Source material Start Marker
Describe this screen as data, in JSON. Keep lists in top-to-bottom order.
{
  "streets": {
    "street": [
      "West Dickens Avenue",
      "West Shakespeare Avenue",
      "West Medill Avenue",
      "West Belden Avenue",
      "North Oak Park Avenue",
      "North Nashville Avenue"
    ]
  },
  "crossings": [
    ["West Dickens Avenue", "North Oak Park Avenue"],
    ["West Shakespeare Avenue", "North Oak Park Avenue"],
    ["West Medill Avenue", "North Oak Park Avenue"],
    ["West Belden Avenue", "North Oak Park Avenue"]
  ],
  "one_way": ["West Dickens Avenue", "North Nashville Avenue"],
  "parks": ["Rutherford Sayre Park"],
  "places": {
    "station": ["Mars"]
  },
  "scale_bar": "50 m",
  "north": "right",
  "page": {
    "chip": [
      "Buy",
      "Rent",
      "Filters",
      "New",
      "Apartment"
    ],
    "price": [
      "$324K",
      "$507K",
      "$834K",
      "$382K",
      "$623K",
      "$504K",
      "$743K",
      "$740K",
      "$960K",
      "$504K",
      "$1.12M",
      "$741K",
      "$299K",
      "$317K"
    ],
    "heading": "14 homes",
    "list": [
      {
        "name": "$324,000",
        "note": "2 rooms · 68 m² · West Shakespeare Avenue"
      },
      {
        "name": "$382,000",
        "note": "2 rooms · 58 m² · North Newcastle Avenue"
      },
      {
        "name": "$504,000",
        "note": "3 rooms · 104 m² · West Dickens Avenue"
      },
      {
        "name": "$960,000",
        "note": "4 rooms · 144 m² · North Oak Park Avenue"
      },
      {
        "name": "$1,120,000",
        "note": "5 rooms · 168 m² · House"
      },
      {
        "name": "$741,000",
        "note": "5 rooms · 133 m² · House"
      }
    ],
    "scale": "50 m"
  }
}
Source material End Marker
## Requirement
Take the entries above and transcribe them exactly.

## Response area
Describe this screen as data, in JSON. Keep lists in top-to-bottom order.
{
  "streets": {
    "street": [
      "West Dickens Avenue",
      "West Shakespeare Avenue",
      "West Medill Avenue",
      "West Belden Avenue",
      "North Oak Park Avenue",
      "North Nashville Avenue"
    ]
  },
  "crossings": [
    ["West Dickens Avenue", "North Oak Park Avenue"],
    ["West Shakespeare Avenue", "North Oak Park Avenue"],
    ["West Medill Avenue", "North Oak Park Avenue"],
    ["West Belden Avenue", "North Oak Park Avenue"]
  ],
  "one_way": ["West Dickens Avenue", "North Nashville Avenue"],
  "parks": ["Rutherford Sayre Park"],
  "places": {
    "station": ["Mars"]
  },
  "scale_bar": "50 m",
  "north": "right",
  "page": {
    "chip": [
      "Buy",
      "Rent",
      "Filters",
      "New",
      "Apartment"
    ],
    "price": [
      "$324K",
      "$507K",
      "$834K",
      "$382K",
      "$623K",
      "$504K",
      "$743K",
      "$740K",
      "$960K",
      "$504K",
      "$1.12M",
      "$741K",
      "$299K",
      "$317K"
    ],
    "heading": "14 homes",
    "list": [
      {
        "name": "$324,000",
        "note": "2 rooms · 68 m² · West Shakespeare Avenue"
      },
      {
        "name": "$382,000",
        "note": "2 rooms · 58 m² · North Newcastle Avenue"
      },
      {
        "name": "$504,000",
        "note": "3 rooms · 104 m² · West Dickens Avenue"
      },
      {
        "name": "$960,000",
        "note": "4 rooms · 144 m² · North Oak Park Avenue"
      },
      {
        "name": "$1,120,000",
        "note": "5 rooms · 168 m² · House"
      },
      {
        "name": "$741,000",
        "note": "5 rooms · 133 m² · House"
      }
    ],
    "scale": "50 m"
  }
}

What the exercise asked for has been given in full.